The Separate Representation of Voters Amendment Act, 1968 (Act No. 50 of 1968) was an act of the Parliament of South Africa enacted under the government of B. J. Vorster, which repealed the Separate Representation of Voters Act, 1951. This had the effect of removing the four members of the House of Assembly who were elected by Coloured voters in the Cape Province as well as abolishing the additional nominated seat in the Senate for the "non-European" (i.e.

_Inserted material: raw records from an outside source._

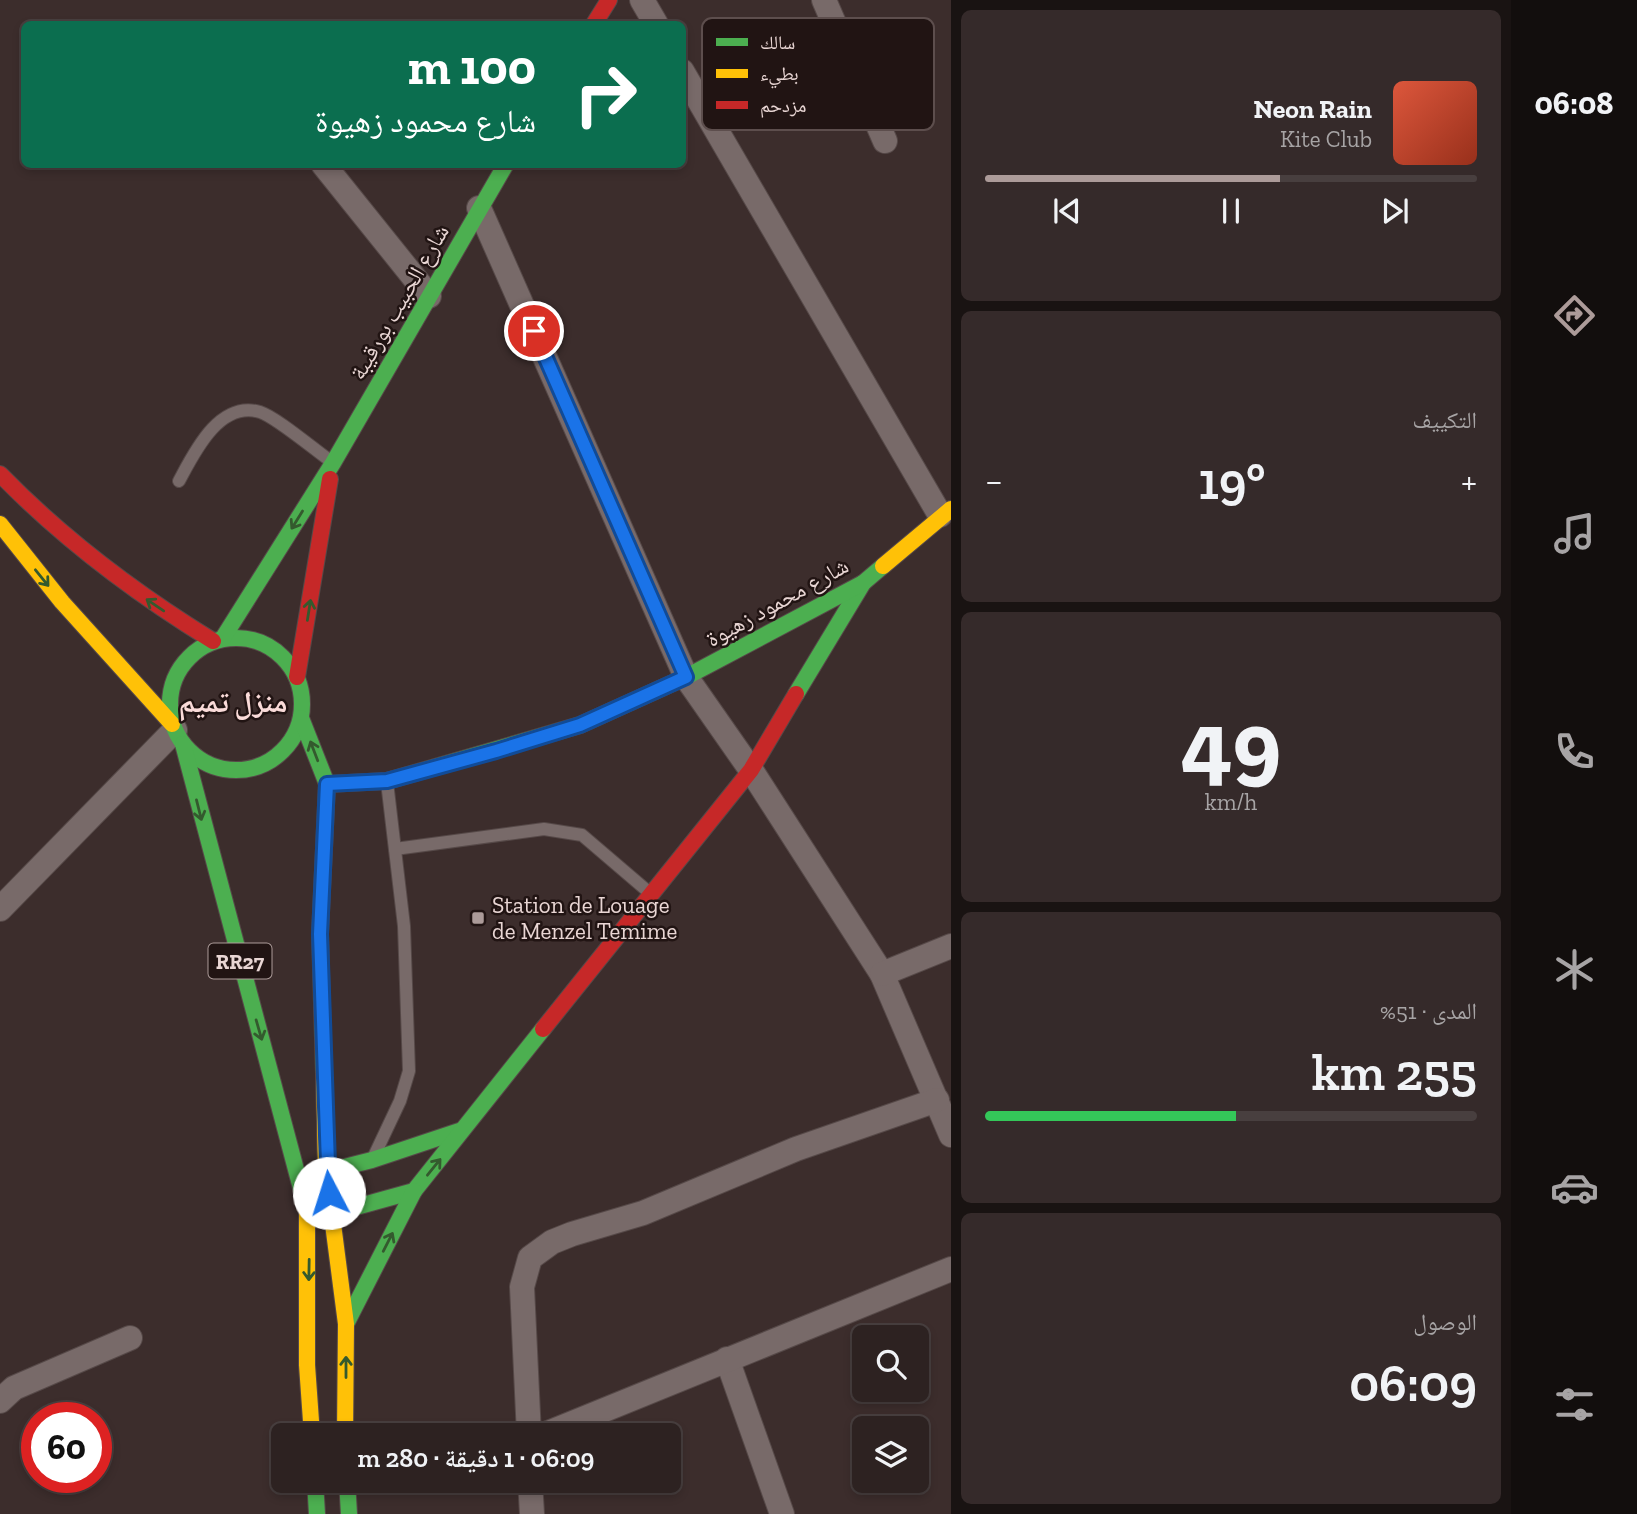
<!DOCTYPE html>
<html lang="ar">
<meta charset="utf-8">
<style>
body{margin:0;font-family:"Zilla Slab","Noto Naskh Arabic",serif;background:#352a2a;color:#f1f3f6;direction:rtl;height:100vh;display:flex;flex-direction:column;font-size:26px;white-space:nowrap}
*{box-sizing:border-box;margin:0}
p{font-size:23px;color:#a7a4a5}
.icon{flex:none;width:38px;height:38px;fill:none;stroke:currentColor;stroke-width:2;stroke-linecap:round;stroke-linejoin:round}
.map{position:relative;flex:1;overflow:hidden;direction:ltr}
.sheet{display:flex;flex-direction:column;gap:10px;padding:10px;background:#191312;width:560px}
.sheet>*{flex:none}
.hud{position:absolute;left:21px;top:21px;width:665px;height:147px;border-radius:10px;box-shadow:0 4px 10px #0003,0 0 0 2px #483f3f;direction:rtl;background:#0b6e4f;color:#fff;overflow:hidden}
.fabs{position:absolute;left:852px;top:1325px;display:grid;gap:14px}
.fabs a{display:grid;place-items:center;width:77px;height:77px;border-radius:10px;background:#2d2221;box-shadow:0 4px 10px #0003,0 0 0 2px #483f3f;font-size:35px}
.speed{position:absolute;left:21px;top:1402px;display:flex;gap:14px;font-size:35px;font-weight:700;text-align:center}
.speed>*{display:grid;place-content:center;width:91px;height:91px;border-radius:50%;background:#2d2221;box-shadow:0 4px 10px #0003,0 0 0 2px #483f3f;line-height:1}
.speed .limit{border:10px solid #d22;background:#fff;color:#111}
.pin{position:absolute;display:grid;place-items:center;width:60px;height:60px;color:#fff;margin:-30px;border:4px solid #fff;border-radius:50%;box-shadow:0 2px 7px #0007}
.me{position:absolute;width:77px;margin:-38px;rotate:355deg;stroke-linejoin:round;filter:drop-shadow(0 0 5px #0008)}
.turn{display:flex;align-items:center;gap:24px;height:147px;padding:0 35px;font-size:32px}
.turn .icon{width:91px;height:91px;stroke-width:2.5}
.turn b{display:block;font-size:49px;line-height:60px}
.big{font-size:52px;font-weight:600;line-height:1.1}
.sheet .card{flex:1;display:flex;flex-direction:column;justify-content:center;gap:10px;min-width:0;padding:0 24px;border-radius:10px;background:#352a2a}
.sheet .dial{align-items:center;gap:0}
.dial b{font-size:91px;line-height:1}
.song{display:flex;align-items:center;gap:21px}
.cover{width:84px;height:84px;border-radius:10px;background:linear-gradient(135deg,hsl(10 70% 55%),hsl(10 70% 35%))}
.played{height:7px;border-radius:4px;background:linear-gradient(90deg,#ac9b99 60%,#483f3f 60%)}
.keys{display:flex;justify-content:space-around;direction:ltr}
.heat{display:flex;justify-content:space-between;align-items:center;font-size:38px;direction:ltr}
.charge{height:10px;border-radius:5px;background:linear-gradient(90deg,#34c759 51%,#483f3f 0)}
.trip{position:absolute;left:271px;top:1423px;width:410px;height:70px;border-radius:10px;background:#2d2221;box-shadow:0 4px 10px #0003,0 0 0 2px #483f3f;font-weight:600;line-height:70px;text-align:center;direction:rtl}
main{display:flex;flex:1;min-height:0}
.tab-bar{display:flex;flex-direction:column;width:126px;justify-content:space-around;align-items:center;background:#120e0d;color:#a7a4a5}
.tab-bar .icon{width:49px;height:49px}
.tab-bar .active{color:#ac9b99}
.tab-bar b{font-size:32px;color:#f1f3f6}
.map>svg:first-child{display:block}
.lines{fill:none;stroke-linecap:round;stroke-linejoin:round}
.lane-casing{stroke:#564948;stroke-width:14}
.street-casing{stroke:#564948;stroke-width:26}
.fast-casing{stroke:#564948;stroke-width:18}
.slow-casing{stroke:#564948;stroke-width:18}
.jam-casing{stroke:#564948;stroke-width:18}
.lane{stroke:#786a69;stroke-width:12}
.street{stroke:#786a69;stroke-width:24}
.fast{stroke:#4caf50;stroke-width:16}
.slow{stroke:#ffc107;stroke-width:16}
.jam{stroke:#c62828;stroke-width:16}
.oneway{stroke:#345a2e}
.route-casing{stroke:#114b97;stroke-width:18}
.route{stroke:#1a73e8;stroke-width:12}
.poi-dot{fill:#ac9b99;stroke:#211413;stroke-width:2.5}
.labels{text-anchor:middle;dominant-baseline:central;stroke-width:5;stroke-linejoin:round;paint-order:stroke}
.shield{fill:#211413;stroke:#ad9c9a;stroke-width:2}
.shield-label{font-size:21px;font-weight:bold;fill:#e9d6d4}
.street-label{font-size:23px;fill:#e9d6d4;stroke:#211413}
.poi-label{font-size:23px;fill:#e9d6d4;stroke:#211413;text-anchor:start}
.district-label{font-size:30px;font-weight:bold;fill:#fadbd9;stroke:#211413}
.key{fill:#211413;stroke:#5d4e4d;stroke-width:2}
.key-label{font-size:19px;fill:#e9d6d4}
</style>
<main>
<nav class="tab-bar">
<b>06:08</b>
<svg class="icon active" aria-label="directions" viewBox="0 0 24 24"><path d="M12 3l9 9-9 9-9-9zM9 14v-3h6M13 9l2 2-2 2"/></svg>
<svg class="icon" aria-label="music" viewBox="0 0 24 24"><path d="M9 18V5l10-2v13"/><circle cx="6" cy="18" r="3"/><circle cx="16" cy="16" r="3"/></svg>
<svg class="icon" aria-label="phone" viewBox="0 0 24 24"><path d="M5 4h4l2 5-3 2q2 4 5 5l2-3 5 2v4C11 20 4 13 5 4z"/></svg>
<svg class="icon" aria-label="climate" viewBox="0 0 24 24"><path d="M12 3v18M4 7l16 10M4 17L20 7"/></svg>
<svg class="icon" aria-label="car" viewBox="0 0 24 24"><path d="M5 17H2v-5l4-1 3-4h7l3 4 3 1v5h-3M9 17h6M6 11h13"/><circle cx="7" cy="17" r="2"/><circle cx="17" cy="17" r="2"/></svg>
<svg class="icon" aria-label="filters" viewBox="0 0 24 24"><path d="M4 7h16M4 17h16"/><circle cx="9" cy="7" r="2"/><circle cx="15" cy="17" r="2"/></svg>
</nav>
<section class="sheet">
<div class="card">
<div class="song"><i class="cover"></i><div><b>Neon Rain</b><p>Kite Club</p></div></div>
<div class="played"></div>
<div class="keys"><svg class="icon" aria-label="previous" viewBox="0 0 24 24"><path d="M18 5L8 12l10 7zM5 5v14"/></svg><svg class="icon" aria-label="pause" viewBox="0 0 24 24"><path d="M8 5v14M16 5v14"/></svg><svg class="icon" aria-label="next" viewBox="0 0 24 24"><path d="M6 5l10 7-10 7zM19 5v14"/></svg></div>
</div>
<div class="card"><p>التكييف</p>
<div class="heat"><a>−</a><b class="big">19°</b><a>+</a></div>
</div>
<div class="card dial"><b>49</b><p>km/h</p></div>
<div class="card"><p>المدى · 51%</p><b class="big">255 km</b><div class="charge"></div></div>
<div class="card"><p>الوصول</p><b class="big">06:09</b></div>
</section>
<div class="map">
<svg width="951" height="1514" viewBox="0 0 951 1514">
<rect width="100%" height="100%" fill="#3c2d2c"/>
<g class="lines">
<g class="lane-casing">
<g id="lane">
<path d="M179,481C194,453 219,400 260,412C276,417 316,451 332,462"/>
<polyline points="395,849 544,829 582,835 651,894"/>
<polyline points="375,1154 400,1101 409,1071 404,926 387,782"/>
</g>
</g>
<g class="street-casing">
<g id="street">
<polyline points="642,0 656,24"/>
<polyline points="824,0 885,141"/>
<polyline points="682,71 940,515"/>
<polyline points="323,164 429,296"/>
<polyline points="479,208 686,677 751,770 882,974 951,1135"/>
<polyline points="0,909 175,730"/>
<polyline points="882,974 951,946"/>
<polyline points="727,1359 782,1514"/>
<polyline points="0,1401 14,1388 130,1338"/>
<polyline points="529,1435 522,1287 530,1258 552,1242 572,1234 643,1213 796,1149 937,1100"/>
<polyline points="543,1435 951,1269"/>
<polyline points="530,1480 532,1514"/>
</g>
</g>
<g class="fast-casing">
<g id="fast">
<circle cx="236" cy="704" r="66"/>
<polyline points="223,638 333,463 506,164"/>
<polyline points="796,694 863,583"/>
<polyline points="301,718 327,784 320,934 324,1074"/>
<polyline points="183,744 307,1211"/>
<polyline points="327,784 387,781 580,725 686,677 863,583 883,566"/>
<polyline points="301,1178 372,1160 459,1131"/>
<polyline points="309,1220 414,1191 543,1029"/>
<polyline points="346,1324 414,1191"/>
<polyline points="315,1480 317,1514"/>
<polyline points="347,1480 349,1514"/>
</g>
</g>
<g class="slow-casing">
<g id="slow">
<polyline points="0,524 62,602 172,724"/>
<polyline points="883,566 951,509"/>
<polyline points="324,1074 326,1170 346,1324 345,1435"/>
<polyline points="307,1211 307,1365 312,1435"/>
</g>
</g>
<g class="jam-casing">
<g id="jam">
<polyline points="594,24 609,0"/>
<path d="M0,474C64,540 135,593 213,641"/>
<polyline points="297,677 330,479"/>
<polyline points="543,1029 751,770 796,694"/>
</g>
</g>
<use href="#lane" class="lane"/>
<use href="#street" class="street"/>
<use href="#fast" class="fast"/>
<use href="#slow" class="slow"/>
<use href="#jam" class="jam"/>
</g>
<defs><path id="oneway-shaft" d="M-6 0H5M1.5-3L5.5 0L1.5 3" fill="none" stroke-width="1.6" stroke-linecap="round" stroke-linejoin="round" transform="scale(1.75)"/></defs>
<g class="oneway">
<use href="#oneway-shaft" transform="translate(297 520) rotate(122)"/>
<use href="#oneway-shaft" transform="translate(42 578) rotate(51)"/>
<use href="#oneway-shaft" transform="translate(155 605) rotate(-146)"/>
<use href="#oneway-shaft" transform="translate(309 610) rotate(-81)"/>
<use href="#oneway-shaft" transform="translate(314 751) rotate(-111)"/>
<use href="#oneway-shaft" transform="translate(199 810) rotate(76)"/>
<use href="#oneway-shaft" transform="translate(259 1030) rotate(74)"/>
<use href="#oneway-shaft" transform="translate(434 1167) rotate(-51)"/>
<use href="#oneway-shaft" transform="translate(388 1242) rotate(-63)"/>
<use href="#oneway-shaft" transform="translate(309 1270) rotate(91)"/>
<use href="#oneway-shaft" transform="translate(346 1367) rotate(-90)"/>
</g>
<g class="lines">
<g class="route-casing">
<polyline id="route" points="329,1193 320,934 327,784 387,781 496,751 580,725 686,677 534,331"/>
</g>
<use href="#route" class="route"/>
</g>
<rect class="poi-dot" x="471" y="911" width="14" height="14" rx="3.5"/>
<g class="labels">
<rect class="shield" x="208.5" y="943.5" width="63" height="35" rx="5"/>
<g class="shield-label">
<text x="240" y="961">RR27</text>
</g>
<g class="street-label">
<text transform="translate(399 302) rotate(-60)">شارع الحبيب بورقيبة</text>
<text transform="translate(777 602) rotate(-29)">شارع محمود زهيوة</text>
</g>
<g class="poi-label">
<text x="492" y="905">Station de Louage<tspan x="492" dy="26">de Menzel Temime</tspan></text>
</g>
<g class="district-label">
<text x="233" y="702">منزل تميم</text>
</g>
</g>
<rect x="702" y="18" width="232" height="112" rx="10" class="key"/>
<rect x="716" y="38" width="32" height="8" fill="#4caf50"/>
<rect x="716" y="69" width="32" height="9" fill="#ffc107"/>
<rect x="716" y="101" width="32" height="8" fill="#c62828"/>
<g class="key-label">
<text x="760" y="49">سالك</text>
<text x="760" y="80">بطيء</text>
<text x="760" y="112">مزدحم</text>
</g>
</svg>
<div class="fabs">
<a><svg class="icon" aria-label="search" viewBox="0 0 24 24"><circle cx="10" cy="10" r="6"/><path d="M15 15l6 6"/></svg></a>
<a><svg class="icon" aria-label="layers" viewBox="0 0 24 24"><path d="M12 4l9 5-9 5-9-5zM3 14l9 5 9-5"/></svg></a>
</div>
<div class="speed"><div class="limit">60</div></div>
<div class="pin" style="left:534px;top:331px;background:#d93025"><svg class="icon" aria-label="arrive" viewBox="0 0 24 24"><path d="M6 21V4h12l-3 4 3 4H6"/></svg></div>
<svg class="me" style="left:329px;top:1193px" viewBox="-20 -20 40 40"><circle r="19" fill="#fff"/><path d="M0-13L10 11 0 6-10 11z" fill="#1a73e8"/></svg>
<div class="trip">06:09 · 1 دقيقة · 280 m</div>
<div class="hud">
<div class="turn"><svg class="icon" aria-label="right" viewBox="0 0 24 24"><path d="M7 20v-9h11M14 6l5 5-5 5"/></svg><div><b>100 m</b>شارع محمود زهيوة</div></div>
</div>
</div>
</main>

Coloured, as black Africans were explicitly excluded from the definition under section 1 (ii) of the 1951 act) population of the Cape Province, that had only been filled once in 1957 and had been vacant since 1962. Subsequently the House of Assembly would be elected solely by white voters.

The act was promulgated on 5 June 1968, but the repeal only took effect at the dissolution of the House of Assembly on 2 March 1970, before the general election of 22 April 1970. In the interim, the term of office of the four members was extended and the filling of any vacancy in their seats (or the vacancy of the additional Senate seat for the Coloured population of the Cape Province) was prohibited.

In 1969 Coloured citizens were given the right to elect members to the Coloured Persons Representative Council, a quasi-legislative body with limited powers.

The act was repealed by the Constitution of 1983, which created the House of Representatives to represent Coloured citizens in Parliament.